Keto Pulled Pork

By Chloe Ramirez

Published on

Keto Pulled Pork

There’s a special kind of comfort in a slow cooker meal that fills your home with irresistible aromas. This Keto Pulled Pork delivers all that and more — incredibly moist, tender, and packed with rich smoky flavor. The savory blend of spices combined with a tangy, sugar-free BBQ sauce creates a melt-in-your-mouth experience.

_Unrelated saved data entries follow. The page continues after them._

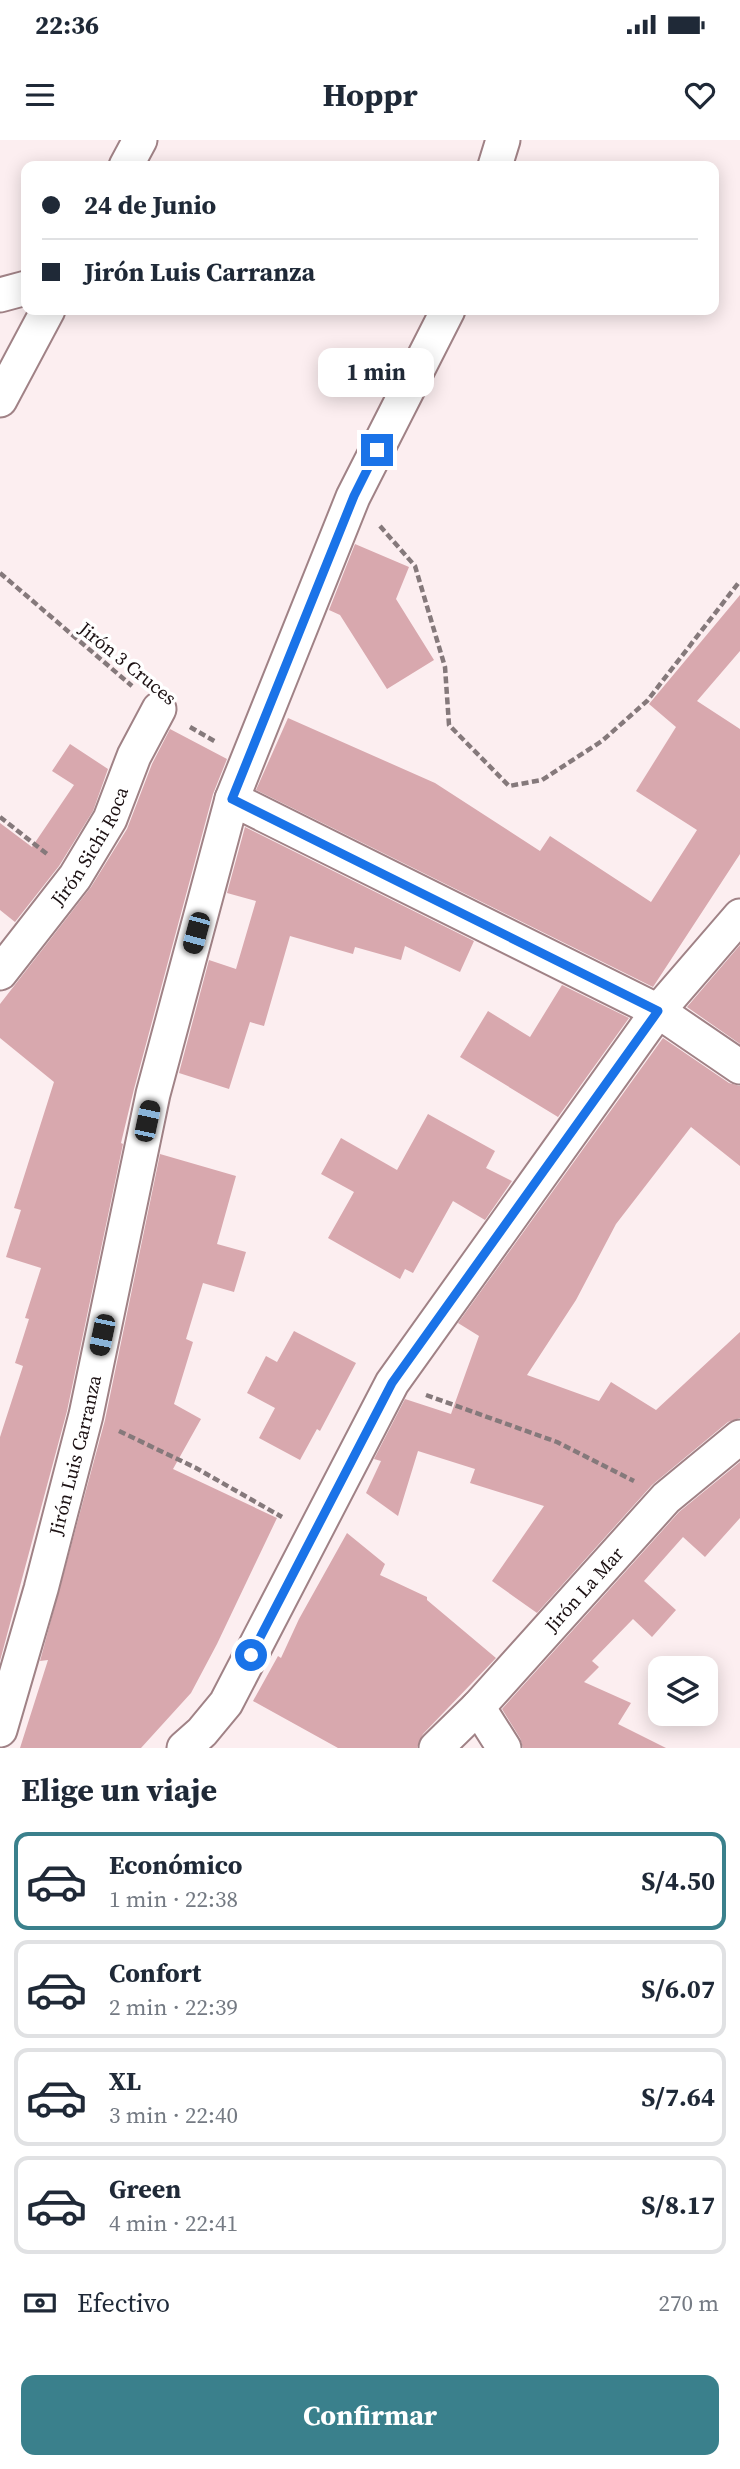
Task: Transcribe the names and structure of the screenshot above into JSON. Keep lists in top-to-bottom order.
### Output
{
  "streets": {
    "street": ["Jirón Sichi Roca", "Jirón Luis Carranza", "Jirón La Mar"],
    "path": ["Jirón 3 Cruces"]
  },
  "crossings": [
    ["Jirón 3 Cruces", "Jirón Sichi Roca"],
    ["Jirón 3 Cruces", "Jirón Luis Carranza"]
  ],
  "page": {
    "status": "22:36",
    "header": "Hoppr",
    "banner": ["24 de Junio", "Jirón Luis Carranza"],
    "bubble": "1 min",
    "heading": "Elige un viaje",
    "list": [
      {
        "name": "Económico",
        "note": "1 min · 22:38",
        "value": "S/4.50"
      },
      {
        "name": "Confort",
        "note": "2 min · 22:39",
        "value": "S/6.07"
      },
      {
        "name": "XL",
        "note": "3 min · 22:40",
        "value": "S/7.64"
      },
      {
        "name": "Green",
        "note": "4 min · 22:41",
        "value": "S/8.17"
      }
    ],
    "pay": ["Efectivo", "270 m"],
    "buttons": "Confirmar"
  }
}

This easy keto pulled pork is a weeknight lifesaver. It makes fantastic leftovers and reheats beautifully for quick lunches or busy dinners. Everyone who’s tried it always raves about its depth of flavor and satisfying texture.

Why I Love This Recipe

This Keto Pulled Pork is a true kitchen hero, and here’s why:

  • Super Simple Prep: It takes just minutes to get this flavorful low-carb pulled pork started.
  • Effortless Flavor: The slow cooker takes care of everything, giving you rich, bold flavor with minimal work.
  • Highly Versatile: Perfect for easy lunches, comforting dinners, or meal prep throughout the week.
  • Pure Comfort: A hearty, filling meal that tastes like a cozy hug in every bite.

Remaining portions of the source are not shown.